Introduction
As a Spotfire® product manager I often get the question about how to access and analyze data in Amazon S3 and Microsoft Azure Data Lake Storage Gen2 (ADLS). As a Spotfire user you are used to self-service connectivity and probably expect to access the files and data you need when you need it. This includes loading files directly from Amazon S3 and ADLS. The files would then be loaded into Spotfire's in-memory engine. This is possible with custom extensions or scripting, for example List and Download Items from AWS S3 Buckets in Spotfire for S3, but not natively. If you are interested in having this capability available natively please vote and comment on the idea below.
Idea: Load Parquet, ORC and Avro data files from Amazon S3 and HDFS (link)
This article describes options available today based on utilizing a computing layer between Spotfire and Amazon S3 and ADLS.
Computing layer or direct file access?
First, you should ask yourself why the files are stored in S3 and ADLS? If they are extracted from traditional databases, maybe you are better off enabling access for analysts and data scientists directly to those sources or through virtual cached views. The product TIBCO® Data Virtualization is designed to provide these virtual views on top of data sources not originally designed to be a data warehouse or dimensioned for interactive analytic tasks.
But for this article let's assume that the original data source for analytics is the files in S3 and ADLS.
There are some challenges with enabling analysts and data scientist with direct file access:
- As files grow in size and numbers it will take longer to import them into Spotfire. There is no way to query data without moving it out of S3 and ADLS row by row.
- New data needs to be appended to existing files or files need to be overwritten. Otherwise business users need to replace Spotfire data tables and reload data to analyze the most recent files.
- Granular access control to rows and columns in files may be a challenge to configure and maintain.
This is when the idea of utilizing a computing layer comes into play and it has certain benefits:
Analysts connect to data tables as if the files were a traditional relational data source.
- Data engineers can prepare files as tables for analysts using cluster computing power. For example execute heavy unions and joins or data transformations.
- No need to move data around. In-database analytics enables visual data discovery on the largest data sets by pushing interactive queries into the computing layer.
- The computing layer often provides granular role based row and column access control.
- As with loading files into Spotfire, you are keeping the computing layer and storage layer separate. This means they can be scaled up and down independently based on your need to save costs or make things run faster or work with larger data sets with the same performance.

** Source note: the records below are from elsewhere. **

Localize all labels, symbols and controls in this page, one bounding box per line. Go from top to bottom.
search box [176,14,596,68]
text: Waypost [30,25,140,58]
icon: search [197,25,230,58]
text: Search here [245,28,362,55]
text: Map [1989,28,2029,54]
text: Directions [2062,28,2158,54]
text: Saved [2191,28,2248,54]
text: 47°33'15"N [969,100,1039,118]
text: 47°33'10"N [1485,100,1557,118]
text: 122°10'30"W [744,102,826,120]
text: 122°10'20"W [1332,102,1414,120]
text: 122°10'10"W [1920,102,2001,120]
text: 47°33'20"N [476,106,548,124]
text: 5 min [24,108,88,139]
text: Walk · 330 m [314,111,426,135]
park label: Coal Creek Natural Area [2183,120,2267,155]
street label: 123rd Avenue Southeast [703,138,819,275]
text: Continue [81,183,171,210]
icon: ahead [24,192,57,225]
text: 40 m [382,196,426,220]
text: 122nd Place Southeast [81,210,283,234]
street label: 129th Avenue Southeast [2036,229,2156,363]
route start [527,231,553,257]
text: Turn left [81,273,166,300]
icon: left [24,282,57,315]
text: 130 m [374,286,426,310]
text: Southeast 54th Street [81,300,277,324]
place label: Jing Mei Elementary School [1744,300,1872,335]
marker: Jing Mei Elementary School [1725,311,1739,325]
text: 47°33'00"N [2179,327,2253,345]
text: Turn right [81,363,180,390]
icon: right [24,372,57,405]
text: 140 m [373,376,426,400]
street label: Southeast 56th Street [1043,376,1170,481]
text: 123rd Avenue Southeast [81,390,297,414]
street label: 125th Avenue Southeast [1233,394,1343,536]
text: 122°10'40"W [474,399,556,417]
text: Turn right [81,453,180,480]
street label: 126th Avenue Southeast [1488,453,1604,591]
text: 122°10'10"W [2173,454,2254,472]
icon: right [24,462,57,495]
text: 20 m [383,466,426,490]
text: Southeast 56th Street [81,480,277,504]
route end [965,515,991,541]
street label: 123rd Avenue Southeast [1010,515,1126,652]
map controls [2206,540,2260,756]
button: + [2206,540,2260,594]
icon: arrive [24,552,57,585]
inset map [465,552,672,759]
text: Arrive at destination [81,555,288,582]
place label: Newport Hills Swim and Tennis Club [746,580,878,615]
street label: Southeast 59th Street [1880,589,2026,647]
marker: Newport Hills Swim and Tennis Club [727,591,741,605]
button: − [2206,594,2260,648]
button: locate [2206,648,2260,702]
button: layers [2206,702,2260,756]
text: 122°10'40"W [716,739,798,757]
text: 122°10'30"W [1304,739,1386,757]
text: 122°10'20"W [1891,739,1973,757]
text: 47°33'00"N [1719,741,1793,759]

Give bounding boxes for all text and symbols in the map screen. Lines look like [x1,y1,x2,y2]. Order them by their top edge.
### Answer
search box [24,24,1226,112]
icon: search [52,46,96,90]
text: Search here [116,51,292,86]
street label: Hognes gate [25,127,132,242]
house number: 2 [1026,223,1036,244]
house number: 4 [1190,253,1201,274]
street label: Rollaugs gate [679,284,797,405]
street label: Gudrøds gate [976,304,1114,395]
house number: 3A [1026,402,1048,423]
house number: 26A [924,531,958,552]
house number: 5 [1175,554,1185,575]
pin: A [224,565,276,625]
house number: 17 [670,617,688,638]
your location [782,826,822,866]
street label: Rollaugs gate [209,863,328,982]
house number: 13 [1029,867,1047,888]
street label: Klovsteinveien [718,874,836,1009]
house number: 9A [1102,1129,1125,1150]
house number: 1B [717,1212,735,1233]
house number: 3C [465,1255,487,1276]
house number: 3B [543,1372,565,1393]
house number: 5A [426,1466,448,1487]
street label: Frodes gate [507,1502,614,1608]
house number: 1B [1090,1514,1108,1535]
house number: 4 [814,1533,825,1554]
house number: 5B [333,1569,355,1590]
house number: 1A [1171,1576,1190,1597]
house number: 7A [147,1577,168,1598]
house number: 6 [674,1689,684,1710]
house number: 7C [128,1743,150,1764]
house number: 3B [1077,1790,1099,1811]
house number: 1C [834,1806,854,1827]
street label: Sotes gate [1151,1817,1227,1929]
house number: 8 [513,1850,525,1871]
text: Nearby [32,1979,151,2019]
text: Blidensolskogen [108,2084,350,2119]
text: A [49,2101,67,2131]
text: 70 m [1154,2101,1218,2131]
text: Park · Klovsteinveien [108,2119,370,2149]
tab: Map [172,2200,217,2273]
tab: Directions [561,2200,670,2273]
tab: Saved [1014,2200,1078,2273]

Amazon S3 computing layers
Below are some of the computing layers which offer native support for direct querying from Spotfire to files in Amazon S3. Which one you choose depends on what works best for your organization. What they have in common is that they work well and are easy to use with Spotfire. They all map S3 files to external data tables in the computing layer of your choice. The tables are then accessed using a Spotfire connector.
Amazon Athena
Amazon Athena is an interactive query service based on Presto that makes it easy to analyze data directly in Amazon S3. Athena is serverless and you pay only for the queries you run. Athena scales automatically so the Spotfire user experience should be good also with large datasets and complex queries.

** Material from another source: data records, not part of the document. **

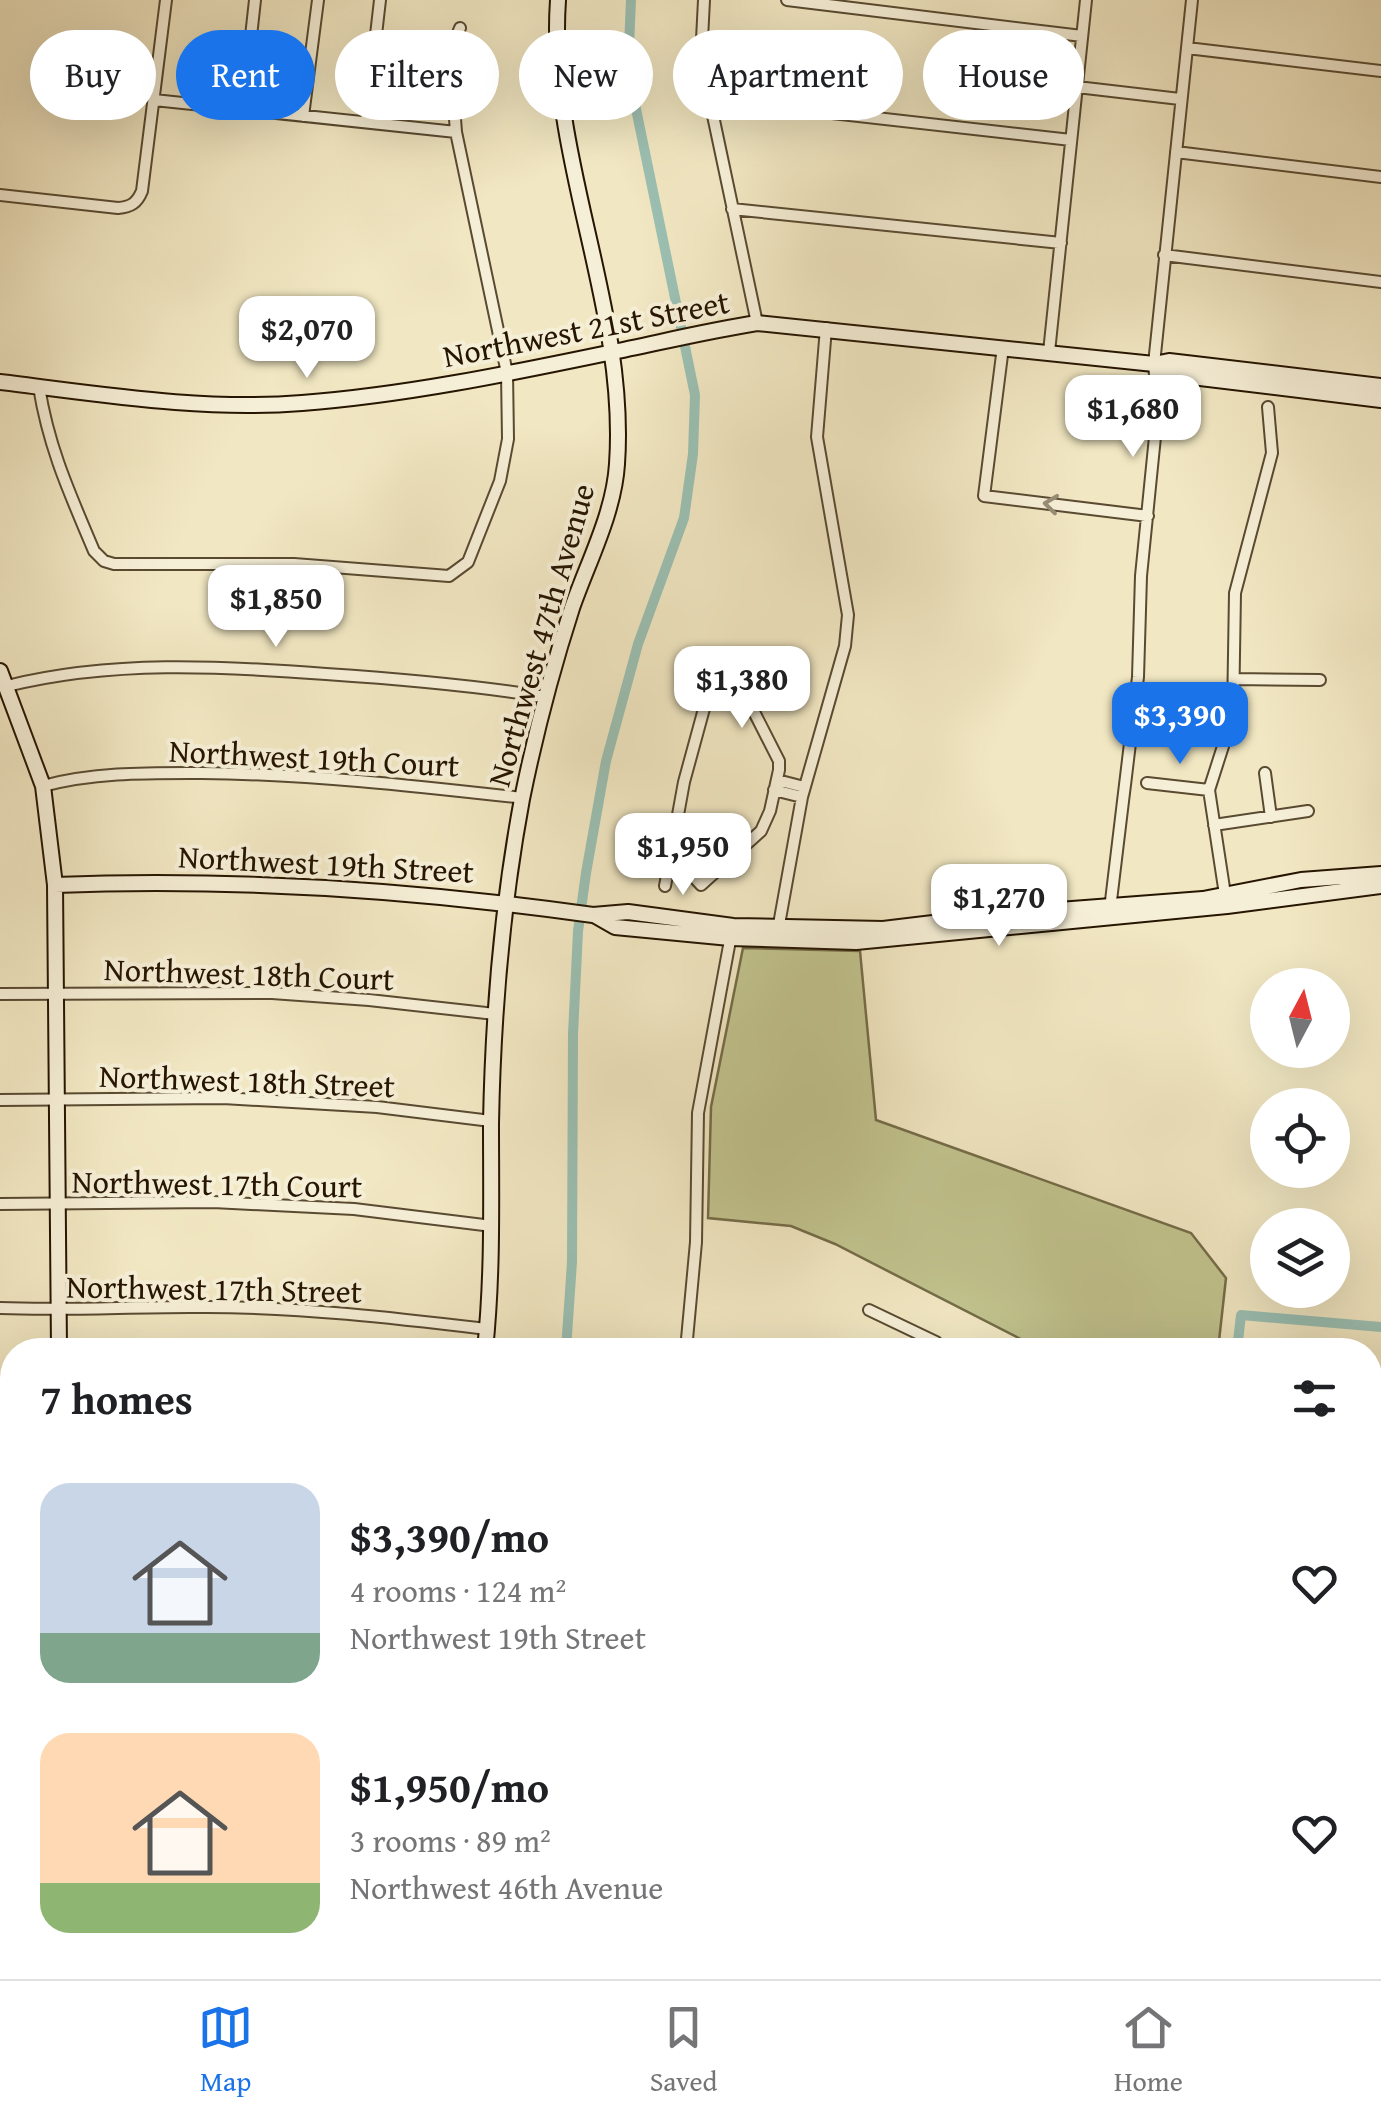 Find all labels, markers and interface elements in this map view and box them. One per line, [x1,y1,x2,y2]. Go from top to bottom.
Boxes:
chip: Buy [30,30,156,120]
chip: Rent [176,30,315,120]
chip: Filters [335,30,499,120]
chip: New [519,30,653,120]
chip: Apartment [673,30,903,120]
chip: House [923,30,1084,120]
street label: Northwest 21st Street [439,278,733,379]
pin: $2,070 [226,296,388,381]
text: $2,070 [261,305,353,352]
pin: $1,680 [1052,375,1214,460]
text: $1,680 [1087,384,1179,431]
street label: Northwest 47th Avenue [475,478,606,792]
one-way arrow [1043,494,1059,515]
pin: $1,850 [195,565,357,650]
text: $1,850 [230,574,322,621]
pin: $1,380 [661,646,823,731]
text: $1,380 [696,655,788,702]
pin: $3,390 [1099,682,1261,767]
text: $3,390 [1134,691,1226,738]
street label: Northwest 19th Court [168,726,460,789]
pin: $1,950 [602,813,764,898]
text: $1,950 [637,822,729,869]
street label: Northwest 19th Street [177,832,475,895]
pin: $1,270 [918,864,1080,949]
text: $1,270 [953,873,1045,920]
street label: Northwest 18th Court [103,945,395,1002]
north arrow [1250,968,1350,1068]
map controls [1250,968,1350,1308]
street label: Northwest 18th Street [98,1052,396,1109]
button: locate [1250,1088,1350,1188]
street label: Northwest 17th Court [71,1157,363,1210]
button: layers [1250,1208,1350,1308]
street label: Northwest 17th Street [66,1262,362,1315]
text: 7 homes [40,1368,193,1429]
icon: filters [1287,1371,1342,1426]
text: $3,390/mo [350,1506,549,1567]
icon: home [120,1523,240,1643]
icon: heart [1287,1556,1342,1611]
text: 4 rooms · 124 m² [350,1567,566,1614]
text: Northwest 19th Street [350,1614,646,1661]
text: $1,950/mo [350,1756,549,1817]
icon: home [120,1773,240,1893]
icon: heart [1287,1806,1342,1861]
text: 3 rooms · 89 m² [350,1817,551,1864]
text: Northwest 46th Avenue [350,1864,663,1911]
tab: Map [198,2000,253,2101]
tab: Saved [650,2000,717,2101]
tab: Home [1114,2000,1183,2101]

Note: Spotfire currently doesn't include a native Athena or Presto connector. Please vote and comment on the Idea of adding one here. Amazon Athena and Presto connectivity is established with Spotfire Information Services and a JDBC driver. This approach enables you to extract data into Spotfire up front or on-demand but unlike connectors it doesn't support data discovery based on interactive push down queries.
Amazon Athena documentation
- What is Amazon Athena?
- Spotfire Information Designer
- Athena data source template for Spotfire Information Services
Amazon Redshift Spectrum
Amazon Redshift Spectrum extends Redshift and enables S3 data to be queried using external tables. External tables can be defined in Amazon Redshift, AWS Glue Data Catalog, Amazon Athena, or an Apache Hive metastore.
Amazon Redshift Spectrum documentation
- Getting Started with Amazon Redshift Spectrum
- Creating External Tables for Amazon Redshift Spectrum
- Spotfire Connector for Amazon Redshift
- Spotfire Custom queries
Apache Drill
Apache Drill supports running queries on S3 files directly as tables or as custom views defined in SQL.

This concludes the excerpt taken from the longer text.